Tuesday, March 15, 2011

Wave of Sorrow

Last Friday I was driving to a doctor appointment when I was suddenly hit by a feeling of depression. It was a mix of sadness, hopelessness and pointlessness that seemed totally unconnected to anything going on in my life. The appointment was a routine one for a Boneva infusion, not for illness. After the appointment I was going on to meet friends for lunch at a favorite restaurant and then to pick up my badly-missed laptop from the Apple Store and hang around to buy an iPad2. So why were my feelings so out of line with the day I had planned?


At that point my unconscious, which had been frantically trying to get my attention for a few minutes, broke in and reminded me what had happened earlier that morning. I had awoken to the radio and heard something about tsunami warnings in Hawaii. I found my husband, up early doing his laundry, and asked if he knew what had caused the worry about tsunamis in Hawaii, and that's when I found out about the earthquake that had hit Japan.

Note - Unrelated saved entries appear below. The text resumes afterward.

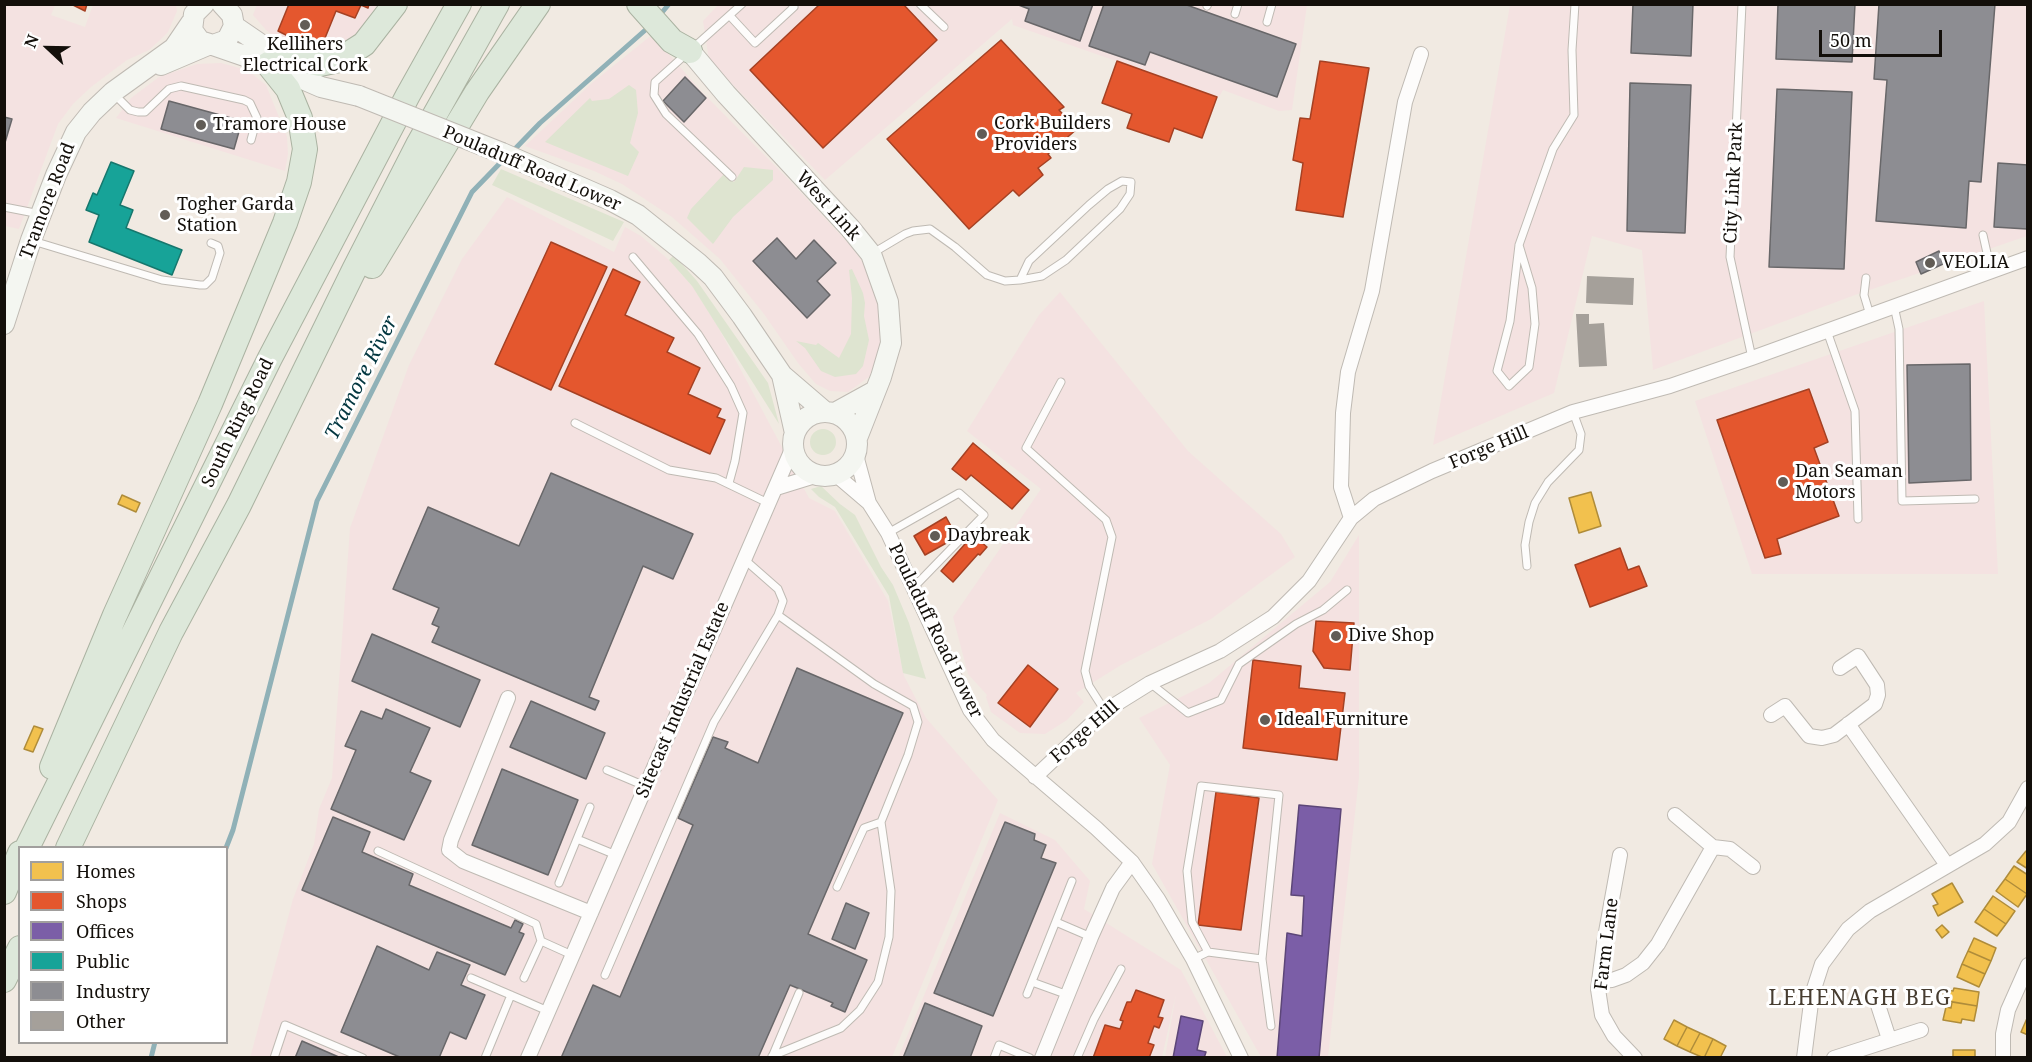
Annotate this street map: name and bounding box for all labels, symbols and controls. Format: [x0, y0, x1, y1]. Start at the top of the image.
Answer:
north arrow [18, 18, 78, 78]
marker: Kellihers Electrical Cork [298, 18, 312, 32]
scale bar [1822, 18, 1945, 56]
text: 50 m [1830, 28, 1872, 52]
text: N [19, 31, 44, 51]
place label: Kellihers Electrical Cork [242, 34, 368, 76]
place label: Cork Builders Providers [994, 113, 1111, 156]
place label: Tramore House [213, 114, 346, 136]
marker: Tramore House [194, 118, 208, 132]
street label: Pouladuff Road Lower [440, 122, 624, 216]
street label: City Link Park [1720, 122, 1748, 244]
marker: Cork Builders Providers [975, 127, 989, 141]
street label: Tramore Road [16, 140, 80, 262]
street label: West Link [791, 167, 865, 245]
place label: Togher Garda Station [177, 194, 294, 236]
marker: Togher Garda Station [158, 208, 172, 222]
place label: VEOLIA [1942, 252, 2009, 274]
marker: VEOLIA [1923, 256, 1937, 270]
water label: Tramore River [321, 312, 403, 444]
street label: South Ring Road [197, 355, 279, 491]
street label: Forge Hill [1446, 422, 1532, 474]
place label: Dan Seaman Motors [1795, 461, 1903, 504]
marker: Dan Seaman Motors [1776, 475, 1790, 489]
place label: Daybreak [947, 525, 1030, 547]
marker: Daybreak [928, 529, 942, 543]
street label: Pouladuff Road Lower [883, 540, 987, 722]
street label: Sitecast Industrial Estate [632, 599, 734, 801]
place label: Dive Shop [1348, 625, 1434, 647]
marker: Dive Shop [1329, 629, 1343, 643]
street label: Forge Hill [1046, 696, 1124, 768]
place label: Ideal Furniture [1277, 709, 1408, 731]
marker: Ideal Furniture [1258, 713, 1272, 727]
legend [18, 846, 228, 1044]
text: Homes [76, 859, 135, 883]
text: Shops [76, 889, 127, 913]
street label: Farm Lane [1591, 897, 1623, 991]
text: Offices [76, 919, 134, 943]
text: Public [76, 949, 130, 973]
text: Industry [76, 979, 150, 1003]
district label: LEHENAGH BEG [1768, 986, 1952, 1012]
text: Other [76, 1009, 125, 1033]

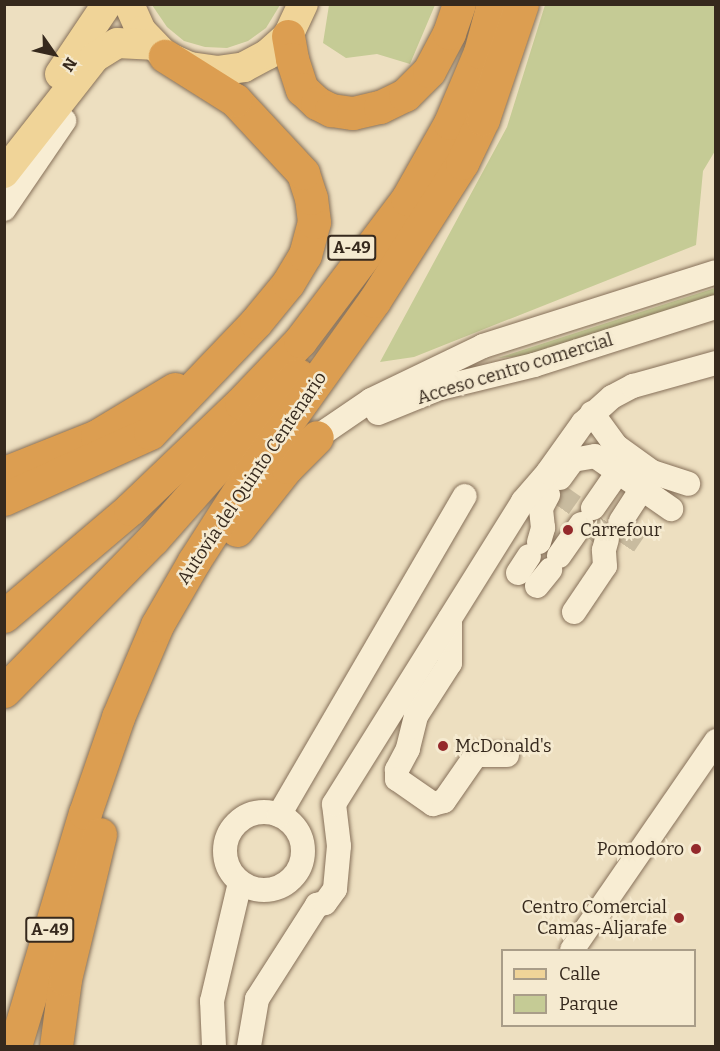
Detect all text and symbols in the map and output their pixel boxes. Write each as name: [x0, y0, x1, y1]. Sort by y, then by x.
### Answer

Unlike most people, I was not glued to the news that morning while I organized the details of my day, but it wasn't hard to figure out that large dense population plus island location plus earthquake equals disaster. I wasn't prepared for the scope of that disaster, but I don't think anyone stateside was at that point.


Later that morning when I saw my sister's one word Facebook post, "CRAP!", I remembered that my nephew, who is in the Army, had just been sent to Hawaii. (Later that day he texted that he was okay.)


The incident reminded me of the last time I had sensed a disturbance in the force.  On June 11, 2001, two days before my 54th birthday, I woke up with that same feeling of sadness, hopelessness and pointlessness, and again, there didn't seem to be any reason for it. I was looking forward to my birthday. It was Monday, but I generally didn't take Mondays that badly. Only later, driving to work and hearing that Timothy McVeigh had been executed earlier that morning did I understand what had hit me. Not only was the sorrow and outrage of the Oklahoma City bombing brought back to me, but also sorrow for McVeigh.


Let me explain that. Despite my reservations about capital punishment in general, I can't dispute McVeigh's execution. If anyone is going to get the death penalty for a crime, a mass murderer of 168 people, nineteen of them children, should be the one. My thoughts about McVeigh do not run along the lines of "the poor baby". My sorrow was more a generalized sorrow for any young person who makes choices that ultimately force society to protect itself from him. I wonder if there was some point at which he could have been put on a better path, some person who could have intervened, some set of circumstances that would have averted the entire tragedy and spared all those lives. You can't reason with or influence tectonic plates. I would hate to think that people are ultimately just as driven by fate and impersonal forces.